If I lose my piece of paper, there will be nothing to prove they ever
existed.
* * *
This is how my father, who with rare exceptions speaks about the
Holocaust only when he is asked, remembers his first day in Auschwitz:
"We arrived in Birkenau" -- part of the Auschwitz complex -- "on
Sunday morning. It was still dark, so it must have been before 5
o'clock. All of a sudden the train stops. The doors open. People
started shouting and dogs were barking. There were guards yelling
'Raus! Raus!' " -- 'Out! Out!'
"I remember going up the platform. We had to line up, men and women
separately, and go in front of Mengele. He had a little crop in his
hands and was waving, left, right, left, right. There were two or
three other guys, and they were pushing you, whichever way he pointed
with his crop.
"So my parents had to go to the right. Also my youngest brother and
sister; they were not much more than babies, small children. What it
meant -- left, right -- I didn't know. You just went where you were
pushed.
"I went in the other direction. I tried to stay together with my
brother Zoli. We had to get undressed, and they gave us the uniforms,
and tattooed us. And that was it. But within a few hours Zoli and I
were separated, and that was the last I ever heard of him.

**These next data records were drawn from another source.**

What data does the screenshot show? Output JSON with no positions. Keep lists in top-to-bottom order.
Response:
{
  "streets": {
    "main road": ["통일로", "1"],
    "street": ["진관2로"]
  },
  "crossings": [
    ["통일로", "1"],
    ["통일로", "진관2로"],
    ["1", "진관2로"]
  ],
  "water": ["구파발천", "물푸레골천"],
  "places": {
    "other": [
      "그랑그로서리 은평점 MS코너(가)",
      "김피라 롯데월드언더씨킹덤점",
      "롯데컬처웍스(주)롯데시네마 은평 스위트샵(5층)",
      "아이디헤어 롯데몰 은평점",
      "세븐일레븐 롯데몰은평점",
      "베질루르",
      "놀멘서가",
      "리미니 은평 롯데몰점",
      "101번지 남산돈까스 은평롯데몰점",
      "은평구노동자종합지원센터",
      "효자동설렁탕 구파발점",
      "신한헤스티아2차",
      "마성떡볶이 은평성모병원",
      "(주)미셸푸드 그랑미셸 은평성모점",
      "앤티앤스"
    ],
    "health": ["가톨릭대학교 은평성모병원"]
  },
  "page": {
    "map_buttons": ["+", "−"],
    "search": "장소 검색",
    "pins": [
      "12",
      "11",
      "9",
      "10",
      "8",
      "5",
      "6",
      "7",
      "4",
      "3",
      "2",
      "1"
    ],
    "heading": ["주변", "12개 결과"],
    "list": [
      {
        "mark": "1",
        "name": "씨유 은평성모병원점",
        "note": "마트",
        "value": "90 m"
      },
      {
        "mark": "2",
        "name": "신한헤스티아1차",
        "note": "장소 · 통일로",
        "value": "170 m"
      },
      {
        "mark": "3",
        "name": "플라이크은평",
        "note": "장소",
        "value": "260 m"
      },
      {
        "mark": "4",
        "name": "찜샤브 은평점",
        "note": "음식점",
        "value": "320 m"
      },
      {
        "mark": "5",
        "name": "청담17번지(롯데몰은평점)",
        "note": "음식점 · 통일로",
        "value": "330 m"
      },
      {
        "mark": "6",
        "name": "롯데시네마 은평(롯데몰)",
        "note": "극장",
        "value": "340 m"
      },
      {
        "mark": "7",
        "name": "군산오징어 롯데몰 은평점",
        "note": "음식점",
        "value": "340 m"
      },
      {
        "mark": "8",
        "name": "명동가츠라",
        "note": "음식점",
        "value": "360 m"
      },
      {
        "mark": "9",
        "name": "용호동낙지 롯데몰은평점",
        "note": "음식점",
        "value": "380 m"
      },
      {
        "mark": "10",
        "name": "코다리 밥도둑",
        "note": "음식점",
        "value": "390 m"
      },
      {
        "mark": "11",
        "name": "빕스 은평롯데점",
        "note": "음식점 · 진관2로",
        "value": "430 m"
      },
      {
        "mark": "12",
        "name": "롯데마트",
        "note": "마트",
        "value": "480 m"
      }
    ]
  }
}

"I guess they killed off my family that day, but I didn't know it
until later."
* * *
On his first day in the camp, Markus Jakubovic lost his parents and
four siblings. He would survive three more concentration camps before
liberation in May 1945. By the end he was disease-ridden, emaciated
from starvation, and close to death. He still remembers the crematoria
chimneys belching smoke day and night and the pits filled with
corpses.
He endured a forced march from Poland into Austria, when the Nazis
shot on the spot anyone who faltered or paused to rest. He saw Jews
hanged when they were caught trying to escape, their bodies left to
twist on the rope all day. He used to grab and swallow insects when he
saw them on the ground, so intense was his hunger.
But my father is shy about telling his story.
"I feel I had it not so bad as some of the others who suffered in the
camps," he says. "I did not go through hell like the others did. You
hear about infamous Auschwitz, the horrible stories. I did not have
any horrible stories."
(Jeff Jacoby is a columnist for The Boston Globe.)